WHAT IS REQUIRED: Print the data once more, exactly as given. Drop the pictures.

THE DATA:
___

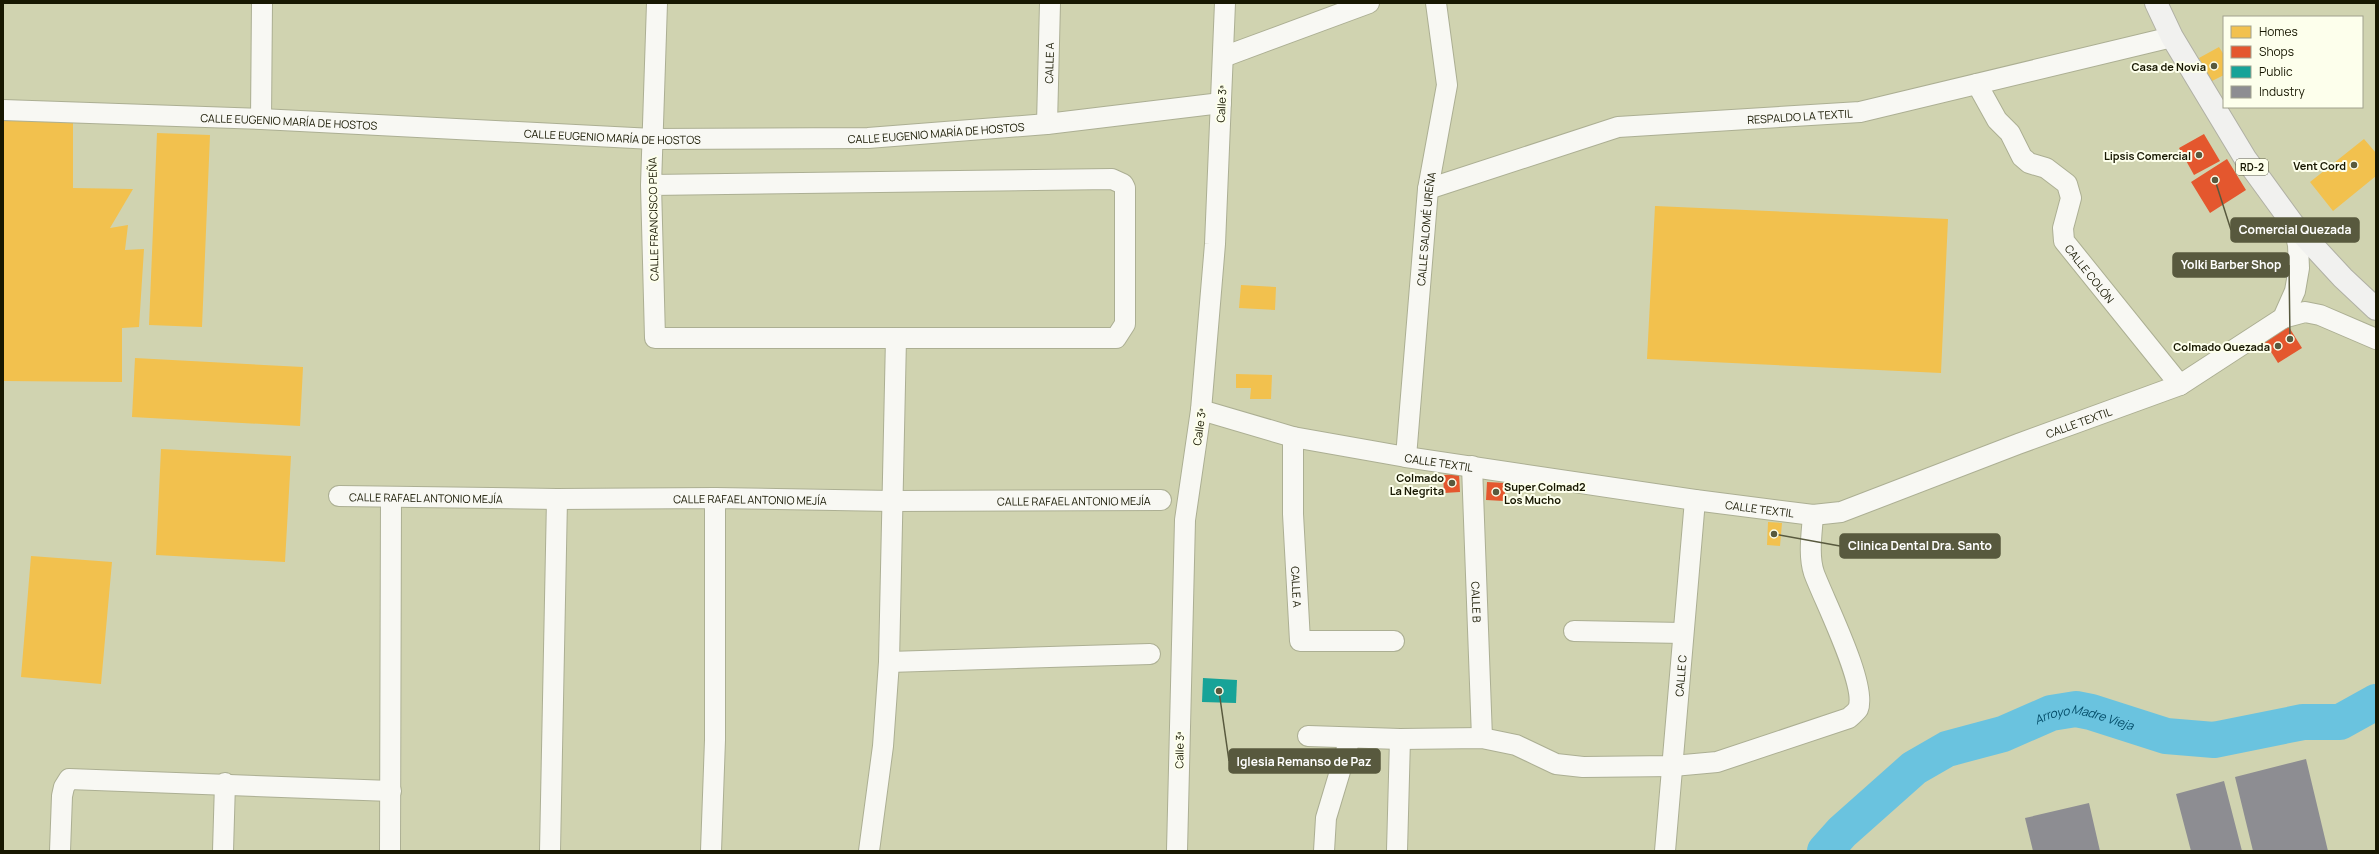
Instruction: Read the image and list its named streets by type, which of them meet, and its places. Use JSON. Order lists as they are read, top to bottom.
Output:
{
  "streets": {
    "main road": ["RD-2"],
    "street": [
      "CALLE A",
      "Calle 3ª",
      "RESPALDO LA TEXTIL",
      "CALLE EUGENIO MARÍA DE HOSTOS",
      "CALLE FRANCISCO PEÑA",
      "CALLE SALOMÉ UREÑA",
      "CALLE COLÓN",
      "CALLE TEXTIL",
      "CALLE RAFAEL ANTONIO MEJÍA",
      "CALLE B",
      "CALLE C"
    ]
  },
  "crossings": [
    ["CALLE A", "CALLE EUGENIO MARÍA DE HOSTOS"],
    ["CALLE A", "CALLE TEXTIL"],
    ["Calle 3ª", "CALLE EUGENIO MARÍA DE HOSTOS"],
    ["Calle 3ª", "CALLE TEXTIL"],
    ["RESPALDO LA TEXTIL", "RD-2"],
    ["RESPALDO LA TEXTIL", "CALLE SALOMÉ UREÑA"],
    ["RESPALDO LA TEXTIL", "CALLE COLÓN"],
    ["CALLE EUGENIO MARÍA DE HOSTOS", "CALLE FRANCISCO PEÑA"],
    ["CALLE SALOMÉ UREÑA", "CALLE TEXTIL"],
    ["CALLE COLÓN", "CALLE TEXTIL"],
    ["CALLE TEXTIL", "CALLE B"],
    ["CALLE TEXTIL", "CALLE C"]
  ],
  "water": ["Arroyo Madre Vieja"],
  "places": [
    "Casa de Novia",
    "Lipsis Comercial",
    "Vent Cord",
    "Comercial Quezada",
    "Yolki Barber Shop",
    "Colmado Quezada",
    "Colmado La Negrita",
    "Super Colmad2 Los Mucho",
    "Clinica Dental Dra. Santo",
    "Iglesia Remanso de Paz"
  ],
  "legend": [
    "Homes",
    "Shops",
    "Public",
    "Industry"
  ]
}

___

ANSWER BOX:
Instruction: Read the image and list its named streets by type, which of them meet, and its places. Use JSON. Order lists as they are read, top to bottom.
Output:
{
  "streets": {
    "main road": ["RD-2"],
    "street": [
      "CALLE A",
      "Calle 3ª",
      "RESPALDO LA TEXTIL",
      "CALLE EUGENIO MARÍA DE HOSTOS",
      "CALLE FRANCISCO PEÑA",
      "CALLE SALOMÉ UREÑA",
      "CALLE COLÓN",
      "CALLE TEXTIL",
      "CALLE RAFAEL ANTONIO MEJÍA",
      "CALLE B",
      "CALLE C"
    ]
  },
  "crossings": [
    ["CALLE A", "CALLE EUGENIO MARÍA DE HOSTOS"],
    ["CALLE A", "CALLE TEXTIL"],
    ["Calle 3ª", "CALLE EUGENIO MARÍA DE HOSTOS"],
    ["Calle 3ª", "CALLE TEXTIL"],
    ["RESPALDO LA TEXTIL", "RD-2"],
    ["RESPALDO LA TEXTIL", "CALLE SALOMÉ UREÑA"],
    ["RESPALDO LA TEXTIL", "CALLE COLÓN"],
    ["CALLE EUGENIO MARÍA DE HOSTOS", "CALLE FRANCISCO PEÑA"],
    ["CALLE SALOMÉ UREÑA", "CALLE TEXTIL"],
    ["CALLE COLÓN", "CALLE TEXTIL"],
    ["CALLE TEXTIL", "CALLE B"],
    ["CALLE TEXTIL", "CALLE C"]
  ],
  "water": ["Arroyo Madre Vieja"],
  "places": [
    "Casa de Novia",
    "Lipsis Comercial",
    "Vent Cord",
    "Comercial Quezada",
    "Yolki Barber Shop",
    "Colmado Quezada",
    "Colmado La Negrita",
    "Super Colmad2 Los Mucho",
    "Clinica Dental Dra. Santo",
    "Iglesia Remanso de Paz"
  ],
  "legend": [
    "Homes",
    "Shops",
    "Public",
    "Industry"
  ]
}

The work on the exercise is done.